LaTorre v. New York City Transit Authority

In an action to recover damages for personal injuries, etc., the defendant New York City Transit Authority appeals from an order of the Supreme Court, Kings County (Partnow, J.), dated January 18, 2005, which denied its cross motion for summary judgment dismissing the complaint and all cross claims insofar as asserted against it.

Ordered that the order is affirmed, with one bill of costs payable to the respondents appearing separately and filing separate briefs.

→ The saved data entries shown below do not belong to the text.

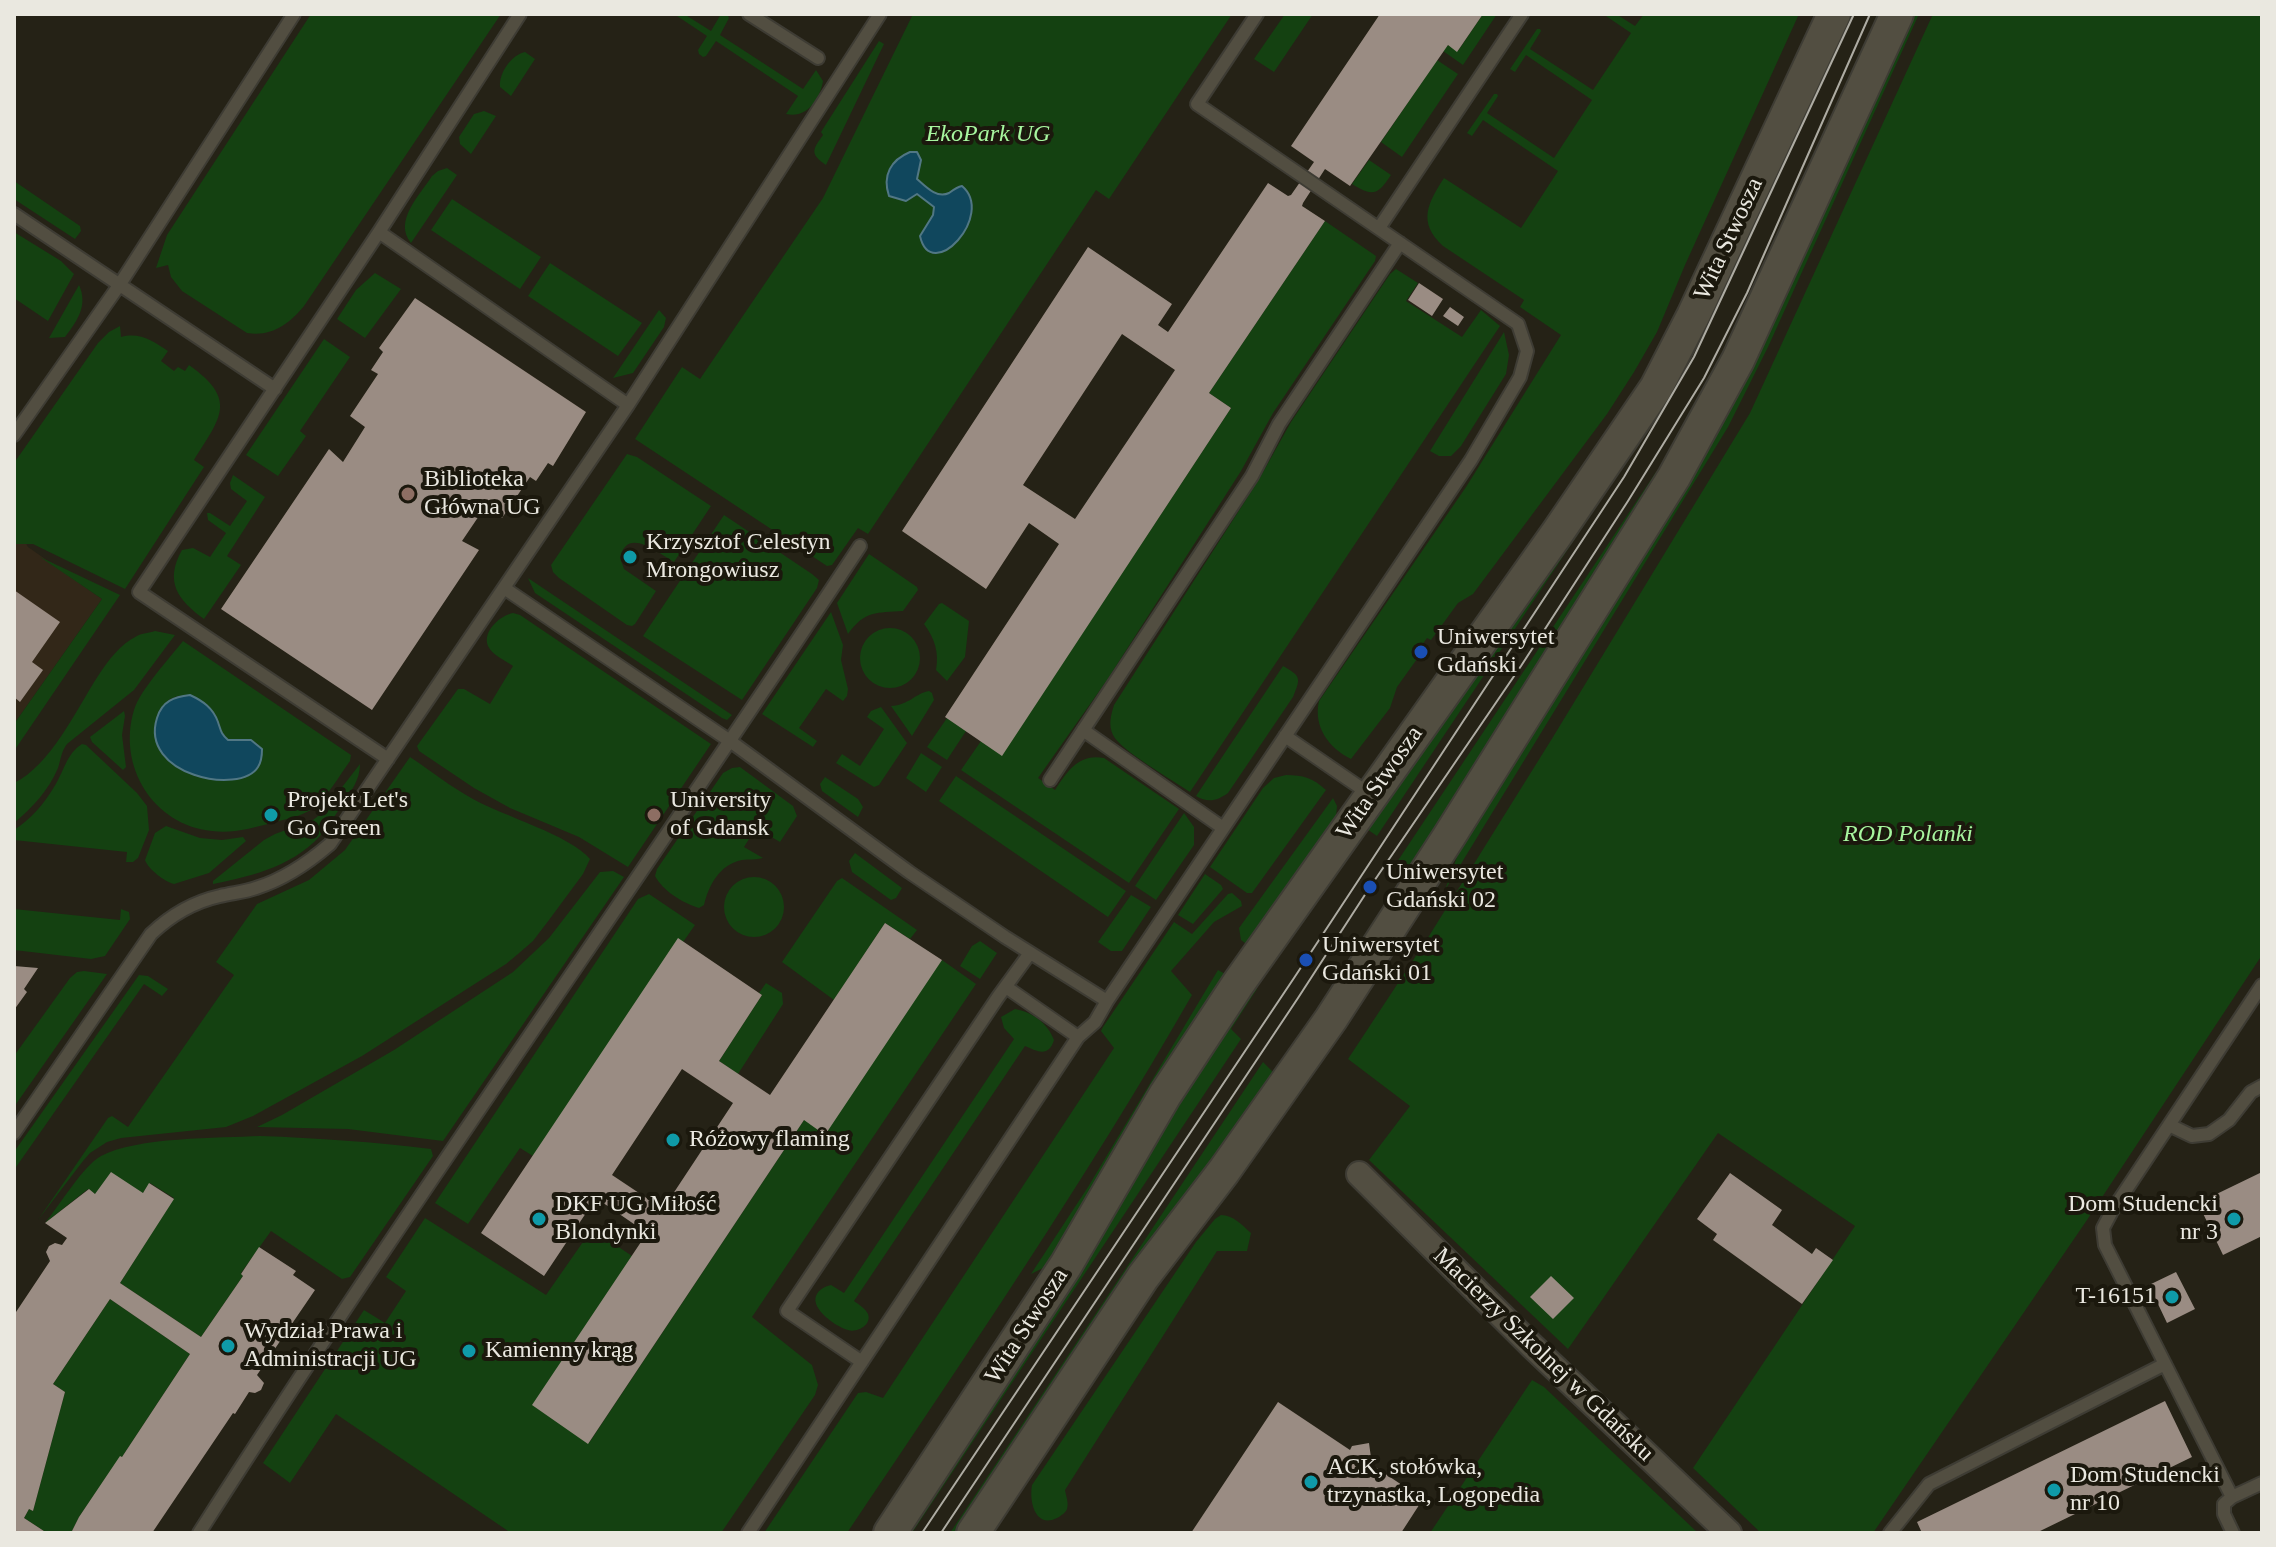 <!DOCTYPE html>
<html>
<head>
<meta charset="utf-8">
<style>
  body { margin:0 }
  #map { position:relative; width:2276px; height:1547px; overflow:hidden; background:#252216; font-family:"Times New Roman",serif }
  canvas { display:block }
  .frame { position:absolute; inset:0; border:16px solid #eae8e0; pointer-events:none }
</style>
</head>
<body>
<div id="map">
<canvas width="2276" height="1547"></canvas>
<div class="frame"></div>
</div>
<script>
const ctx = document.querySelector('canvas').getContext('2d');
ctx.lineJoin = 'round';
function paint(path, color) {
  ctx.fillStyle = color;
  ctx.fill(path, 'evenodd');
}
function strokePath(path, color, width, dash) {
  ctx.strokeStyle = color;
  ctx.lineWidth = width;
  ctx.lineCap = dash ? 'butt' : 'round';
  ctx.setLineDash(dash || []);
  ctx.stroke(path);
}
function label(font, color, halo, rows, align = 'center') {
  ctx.font = font + ' "Times New Roman",serif';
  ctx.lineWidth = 8;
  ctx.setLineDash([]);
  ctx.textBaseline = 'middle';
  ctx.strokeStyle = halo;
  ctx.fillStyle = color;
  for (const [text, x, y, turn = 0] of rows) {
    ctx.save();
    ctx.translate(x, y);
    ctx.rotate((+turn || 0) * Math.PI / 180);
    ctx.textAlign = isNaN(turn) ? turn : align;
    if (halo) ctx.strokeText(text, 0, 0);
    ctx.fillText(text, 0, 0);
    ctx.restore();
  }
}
paint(new Path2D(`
  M14 523 28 547 102 599 14 724Z`), '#322718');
paint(new Path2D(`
  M311 14H501L304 306C289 324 272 337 247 333L182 291 171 277 168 265 156 268 167 235Z
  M674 14H684L711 31 721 14H727L729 18 720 35 803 89 816 70 823 81C820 99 807 119 786 114L798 96 716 41 706 56 703 57 699 54 698 50 707 36Z
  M913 14H1232L1109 199 1096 190 868 534 858 528 832 565 827 566 635 439 682 367 700 379 823 198Z
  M1285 14H1313L1274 72 1254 59Z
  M1483 14H1497L1463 65 1443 51 1448 45 1458 51Z
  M1603 14H1616L1635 26 1644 14H1799L1685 265 1657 332 1634 372 1607 414 1473 594 1458 603 1431 640 1427 638 1414 656 1417 659 1397 687 1390 708 1351 759C1329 748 1313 727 1319 701L1466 487 1561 335 1520 307 1524 300 1443 246C1417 222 1428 203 1444 178L1521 228 1558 171 1483 120 1472 136 1467 133 1494 94H1497L1498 96 1487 113 1554 158 1592 100 1526 55 1515 72 1510 69 1537 29H1540L1541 31 1530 49 1593 90 1631 33Z
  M1909 14H1919L1768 347 1728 427 1445 890 1462 843Z
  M1933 14H2262V955L2087 1220 1873 1533H1761L1693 1468 1855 1226 1718 1133 1568 1349 1369 1160 1410 1106 1348 1059 1429 936 1553 737 1750 413Z
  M879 41 884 44 826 165C810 154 812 150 823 135L821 132Z
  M525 52 535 59 511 96 500 87C499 73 511 55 525 52Z
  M1437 60 1458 74 1402 157 1381 142Z
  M484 111 496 116 471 154 460 144 459 137 474 114Z
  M1369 160 1391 175C1378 195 1373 197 1352 184Z
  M447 168 457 175 411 243C393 221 420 195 432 176L438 171Z
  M14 181 80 226 81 231 75 239 14 199Z
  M452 199 541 257 520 289 431 230Z
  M1325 221 1376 256 1375 261 1273 413 1241 471 1107 680 1038 778 1055 790C1067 772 1078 753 1104 758L1179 809 1129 883 961 770 981 741 1002 755 1231 408 1209 393Z
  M14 232 61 261 74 274 48 321 14 298Z
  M550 263 642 323 618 356 528 296Z
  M1396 269 1418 283 1406 301 1462 337 1481 310 1500 326 1190 792C1174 781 1120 750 1113 735 1108 725 1111 715 1114 705L1258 481 1291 422 1390 274Z
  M375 273 401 289 365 338 337 319 356 290Z
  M79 285C88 305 78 320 65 337L49 338Z
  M659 310 666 318 664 327 633 373 613 378Z
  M120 326 121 337C140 332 153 341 168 351L161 361 174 371 178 367 185 371 189 365C238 400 221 417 194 460L204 467 125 589 33 544H14V463L98 343 109 332Z
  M1504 332 1509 355 1506 374 1461 446 1451 456H1439L1430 451Z
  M324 339 350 357 300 431 306 436 278 476 246 455Z
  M627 454 637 457 711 506 674 562C658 553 627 526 620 558L624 569 656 591 635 624 632 626 627 625 559 578 553 572 551 565Z
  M1656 472 1659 475 1409 870 1397 862Z
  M233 475 265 497 227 556 241 565 204 619C178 600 164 582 182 550L193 548 210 557 226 533 208 520 207 513H210L230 526 247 501 231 489 230 483Z
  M1608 485 1610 486 1377 836 1364 827Z
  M724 515 812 574 819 580 817 588 742 700 643 636Z
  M869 554 917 587 918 590 903 611C877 613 865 610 848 634L837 603Z
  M40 557 120 595 14 751V724L102 599Z
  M528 578 732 715 727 720 722 718 535 593Z
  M942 603 969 621 965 657 947 681 936 670C939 652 935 639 924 624L939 604Z
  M831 612 843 645 841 660 848 689 847 696 843 701 826 689 799 728 817 741 813 747 762 714Z
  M513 613 520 615 711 744 628 867 579 837 510 808 474 788 419 751 417 746 458 689H464L490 704 513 666C506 661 492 655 488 646 482 631 501 615 513 613Z
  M860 658a30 30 0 1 1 60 0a30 30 0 1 1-60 0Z
  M155 631 175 635 134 690 67 744C61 752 61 759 58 768 49 790 32 808 14 823V783C51 765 76 710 98 676 108 661 120 644 137 636 142 633 149 633 155 631Z
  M183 641 351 755 350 761C339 776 327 798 312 809 300 817 285 819 272 823 252 828 232 834 212 831 153 825 117 766 134 710 140 690 169 659 183 641ZM178 696 213 712 220 730 228 740 244 739 258 744 228 780 193 774 164 705 170 699Z
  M1283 666C1301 676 1301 678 1293 697L1228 793C1217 801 1208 803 1196 796Z
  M929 691 932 693 934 700 912 736 891 706C909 705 916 693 929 691Z
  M881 707 907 743 879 785 874 787 836 763 842 754 860 766 884 729 867 717 871 711Z
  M124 711 125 716 122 735 126 767 123 770 92 742 90 737Z
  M947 718 966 731 947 760 927 747Z
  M82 744 86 745 137 793 147 806 149 830 138 858 133 862H126L127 852 14 840V830C31 819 44 804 54 787 64 772 66 754 82 744Z
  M921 753 942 767 926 792 906 778Z
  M410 757C431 771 451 787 473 799 503 816 570 835 590 859L583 874 549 920 533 941 518 954 506 964 362 1056 253 1116 226 1127 121 1138 107 1142 90 1153 83 1161 38 1220 108 1118 112 1116 128 1127 234 975 216 962 257 904 309 880 345 850Z
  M360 764C360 780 351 791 343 804 337 812 331 822 325 830 298 865 253 876 213 884V881L264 840 275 834 313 820 322 813Z
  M740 767 793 806 797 816 780 842 756 828 744 847 763 858C756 860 749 859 742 860 719 865 709 885 704 905L699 908C683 903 663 891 655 876L657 869 723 773 732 768Z
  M1286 775C1303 775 1313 778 1326 790L1252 893H1247L1210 867 1263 788 1274 778Z
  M956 776 1126 891 1108 917 939 801Z
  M825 777 858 799 863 807 858 817 822 791 820 784Z
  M1333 798 1337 806 1336 817 1249 946 1241 940 1239 928Z
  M1184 813 1194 827V845L1156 900 1135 886Z
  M166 826 200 838 222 840 243 837 246 841 209 873 174 884C165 882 148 869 145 860L155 833Z
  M855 853 902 888 896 898 891 900 852 872 849 861Z
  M613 871 624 877 443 1141 348 1129 257 1127 282 1115 394 1050 513 972 549 938 600 872Z
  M1205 874 1221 885 1223 889 1193 924 1178 915Z
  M724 907a30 30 0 1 1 60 0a30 30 0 1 1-60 0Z
  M842 878 917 930 910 939 885 923 834 1000 782 962 837 881Z
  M1232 893 1241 901 1242 906 1214 922 1171 971 1192 995C1086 1180 966 1356 847 1533H764L858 1393 866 1392 883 1398 1114 1048 1101 1031 1103 1027 1174 922 1192 934 1228 894Z
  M649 894 695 925 533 1156 520 1148 468 1224 435 1203 638 899Z
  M1131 895 1151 907 1122 951H1111L1098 942Z
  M14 909 120 920 121 909 129 912 130 919 105 956 91 959 14 950Z
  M980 941 997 953 980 979 960 966 972 946Z
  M942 960 976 984 752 1317 812 1365 818 1385 815 1395 721 1533H511L336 1414 290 1483 263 1463 364 1310 385 1323 406 1291 386 1277 425 1218 546 1295 592 1229 632 1256 533 1405 589 1443 804 1120Z
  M1218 970 1229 976 1051 1264 1031 1274 1088 1187Z
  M84 971 107 974 14 1107V1056L70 978 77 972Z
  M139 975 148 976 168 989 162 996 144 984 14 1170V1152Z
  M766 983 782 993 783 1004 738 1074 719 1061 762 995 759 993Z
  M1253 987 1257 989 1231 1029 1241 1039 912 1533H904Z
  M1015 1009C1032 1012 1048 1023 1054 1040 1049 1057 1038 1052 1025 1046L854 1301C858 1304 866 1309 868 1314 872 1325 857 1333 848 1330 836 1327 811 1309 816 1296 819 1289 824 1287 831 1285L844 1293 1014 1039 1004 1028 1001 1017Z
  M1302 1032 1305 1034 958 1533H950L1263 1062 1273 1072Z
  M260 1136C318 1138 374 1142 431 1149L433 1156 350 1277 342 1279 271 1231 241 1273 243 1276 201 1337 120 1283 174 1198 150 1183 143 1193 95 1194 88 1189 45 1223C59 1206 83 1166 101 1156 136 1137 219 1138 260 1136Z
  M1221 1215C1233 1215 1242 1225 1251 1233L1247 1251H1217L1065 1490C1066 1496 1069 1503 1067 1509 1066 1512 1061 1516 1057 1518 1035 1529 1029 1501 1032 1485L1196 1242 1215 1219Z
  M110 1299 190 1354 122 1457H120L79 1517 71 1533H47L24 1518 29 1509 33 1511 65 1392 53 1384Z
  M1532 1380 1544 1387 1698 1533H1430Z`), '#144111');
const water = new Path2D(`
  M910 152H917L921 160 917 179C926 187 937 199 949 193 953 190 957 187 962 186 996 215 931 285 920 236L933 215 934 207 917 194 906 201 889 196C882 175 891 160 910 152Z
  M190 695C203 701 213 708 218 722 221 731 221 734 228 740H251L262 749C262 755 262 761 258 767 240 796 139 775 157 718 162 701 174 697 190 695Z`);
paint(water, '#10475d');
strokePath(water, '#517784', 2);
paint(new Path2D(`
  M1380 14H1483L1457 52 1448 45 1350 186 1325 169 1303 203 1302 206 1325 221 1209 393 1231 408 1002 756 945 717 1059 544 1029 523 986 589 902 531 1088 247 1172 304 1158 325 1168 332 1268 183 1288 196 1291 195 1314 162 1291 146ZM1122 334 1175 370 1075 519 1023 485Z
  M1419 283 1443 299 1432 316 1408 300Z
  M415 298 586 412 553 466 548 463 536 481 530 477 502 518 485 507 462 541 479 550 372 710 221 609 329 449 343 462 365 427 350 416 378 374 371 370 383 352 379 348Z
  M1450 307 1464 317 1458 326 1443 316Z
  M14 590 60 622 32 662 43 670 20 702 14 697Z
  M885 923 942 960 825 1135 804 1120 588 1444 532 1405 647 1233 596 1198 544 1276 481 1233 678 938 762 995 719 1061 770 1095ZM682 1069 733 1103 663 1209 612 1175Z
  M14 966 38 968 24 989 27 992 14 1010Z
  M111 1172 143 1193 149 1183 174 1199 120 1283 201 1337 243 1276 241 1274 259 1247 296 1271 293 1275 315 1290 257 1375 264 1383 261 1390 255 1393 249 1392 235 1414 233 1413 152 1533H71L79 1517 120 1456 122 1457 190 1354 110 1299 53 1384 65 1392 33 1511 29 1509 24 1518 47 1533H14V1315L50 1261 46 1252 49 1246 55 1243 62 1245 67 1238 45 1223 89 1189 95 1194Z
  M2262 1172V1236L2223 1255 2198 1203Z
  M1730 1173 1782 1210 1772 1225 1812 1254 1816 1248 1833 1260 1802 1304 1713 1240 1717 1234 1697 1219Z
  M2176 1272 2195 1309 2167 1323 2149 1285Z
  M1551 1276 1574 1298 1553 1319 1530 1297Z
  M2165 1401 2192 1457 2036 1533H1922L1917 1522Z
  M1278 1402 1350 1450 1352 1446 1369 1443 1372 1465 1423 1499 1401 1533H1191Z`), '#9a8c83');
const lane = new Path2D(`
  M749 14 818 58
  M14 214 275 389
  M1379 228 1522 14
  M379 232 628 405
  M14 435 120 284 294 14
  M504 588 730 741 909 872 1005 937 1107 1001
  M1083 730 1223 828
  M1285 736 1371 795
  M388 759 139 592 379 232 520 14
  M1050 780 1252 476 1279 424 1400 243
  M1006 987 1078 1037
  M2169 1125 2192 1136 2209 1134 2229 1120 2251 1092 2262 1086
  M14 1133 151 934C170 916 193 902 220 896 232 893 245 892 256 888 285 879 308 863 330 844L628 405 880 14
  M862 1362 787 1311 998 997 1030 953
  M2232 1497 2105 1245 2103 1228 2112 1211 2262 985
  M199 1533C412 1199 642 877 860 546
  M748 1533 1078 1037 1095 1022 1107 1001 1471 460 1520 377 1527 351 1518 324 1197 104 1257 14
  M1890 1533 1929 1484 2165 1364
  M2233 1533 2224 1514V1504L2232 1497 2262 1483`);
const street = new Path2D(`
  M1359 1174 1532 1346 1729 1533`);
const secondary = new Path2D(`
  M890 1533 1066 1265 1165 1095 1238 984 1558 532 1656 388 1693 316 1834 14
  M973 1533 1143 1277 1224 1171 1331 1019 1450 835 1674 477 1738 360 1897 14`);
strokePath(lane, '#3e3c34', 16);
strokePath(street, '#3e3c34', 28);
strokePath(secondary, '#3e3c34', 36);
strokePath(lane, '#524e41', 12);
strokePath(street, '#524e41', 24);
strokePath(secondary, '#524e41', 32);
strokePath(new Path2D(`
  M922 1533 1294 978 1624 477 1694 357 1854 14
  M941 1533 1298 998 1370 887 1521 666 1628 501 1704 378 1747 293 1870 14`), '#aeaca3', 2);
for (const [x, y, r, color] of [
  [408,494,8,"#8d6e63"],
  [630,557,8,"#0f9aa8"],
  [1421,652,8,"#1a4fb4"],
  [271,815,8,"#0f9aa8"],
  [654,815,8,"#8d6e63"],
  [1370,887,8,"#1a4fb4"],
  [1306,960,8,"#1a4fb4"],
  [673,1140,8,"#0f9aa8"],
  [539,1219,8,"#0f9aa8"],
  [2234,1219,8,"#0f9aa8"],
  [2172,1297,8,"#0f9aa8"],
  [228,1346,8,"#0f9aa8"],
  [469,1351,8,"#0f9aa8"],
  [1311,1482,8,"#0f9aa8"],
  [2054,1490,8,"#0f9aa8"]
]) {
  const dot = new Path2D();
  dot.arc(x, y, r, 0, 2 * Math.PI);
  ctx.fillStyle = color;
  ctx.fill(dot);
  strokePath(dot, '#1b180d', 3);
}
label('italic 24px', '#a7f69f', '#1b180d', [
  ["EkoPark UG",988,135],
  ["ROD Polanki",1908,835]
]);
label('24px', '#eae8e0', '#1b180d', [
  ["Wita Stwosza",1729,239,-65],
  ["Wita Stwosza",1380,783,-55],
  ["Wita Stwosza",1027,1326,-57],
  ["Macierzy Szkolnej w Gdańsku",1543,1355,44]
]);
label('24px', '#eae8e0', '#1b180d', [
  ["Biblioteka",424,480],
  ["Główna UG",424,508],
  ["Krzysztof Celestyn",646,543],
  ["Mrongowiusz",646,571],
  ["Uniwersytet",1437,638],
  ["Gdański",1437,666],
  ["Projekt Let's",287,801],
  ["Go Green",287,829],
  ["University",670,801],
  ["of Gdansk",670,829],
  ["Uniwersytet",1386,873],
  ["Gdański 02",1386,901],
  ["Uniwersytet",1322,946],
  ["Gdański 01",1322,974],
  ["Różowy flaming",689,1140],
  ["DKF UG Miłość",555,1205],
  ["Blondynki",555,1233],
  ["Dom Studencki",2218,1205,"right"],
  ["nr 3",2218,1233,"right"],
  ["T-16151",2156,1297,"right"],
  ["Wydział Prawa i",244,1332],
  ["Administracji UG",244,1360],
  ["Kamienny krąg",485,1351],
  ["ACK, stołówka,",1327,1468],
  ["trzynastka, Logopedia",1327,1496],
  ["Dom Studencki",2070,1476],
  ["nr 10",2070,1504]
], 'left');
</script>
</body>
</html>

The plaintiff Anthony E LaTorre allegedly was injured when *971he tripped and fell on a portion of public sidewalk that was broken and uneven and that had a subway grate that was raised two to three inches. The defendant-appellant, New York City Transit Authority (hereinafter the NYCTA), installed the subway grate, inspected it, and was responsible for its maintenance and repair. The NYCTA cross-moved for summary judgment dismissing the complaint and all cross claims insofar as asserted against it arguing, inter alia, that the plaintiffs did not demonstrate that it either created or had actual or constructive notice of the alleged dangerous and defective condition. The plaintiffs-respondents and the defendants-respondents argued, inter alia, that the NYCTA could be held liable because it made “special use” of the sidewalk. The Supreme Court denied the NYCTA’s cross motion. We affirm.

As the movant, the burden was on the NYCTA to demonstrate its prima facie entitlement to judgment as a matter of law (see Joachim v 1824 Church Ave., Inc., 12 AD3d 409 [2004]). Here, the NYCTA demonstrated, prima facie, that it lacked actual or constructive notice of the alleged dangerous and defective condition. However, it failed to demonstrate, prima facie, that it did not create the alleged condition (see Joachim v 1824 Church Ave., Inc., supra). Contrary to the NYCTA’s contention, the plaintiffs did not concede that the NYCTA did not create the alleged condition. Further, the NYCTA failed to demonstrate, prima facie, that it did not make “special use” of the sidewalk (see Posner v New York City Tr. Auth., 27 AD3d 542 [2006]). Thus, the NYCTA’s motion was properly denied regardless of the sufficiency of the opposing papers (see Winegrad v New York Univ. Med. Ctr., 64 NY2d 851 [1985]; Joachim v 1824 Church Ave., Inc., supra). Ritter, J.P., Luciano, Fisher and Lifson, JJ., concur.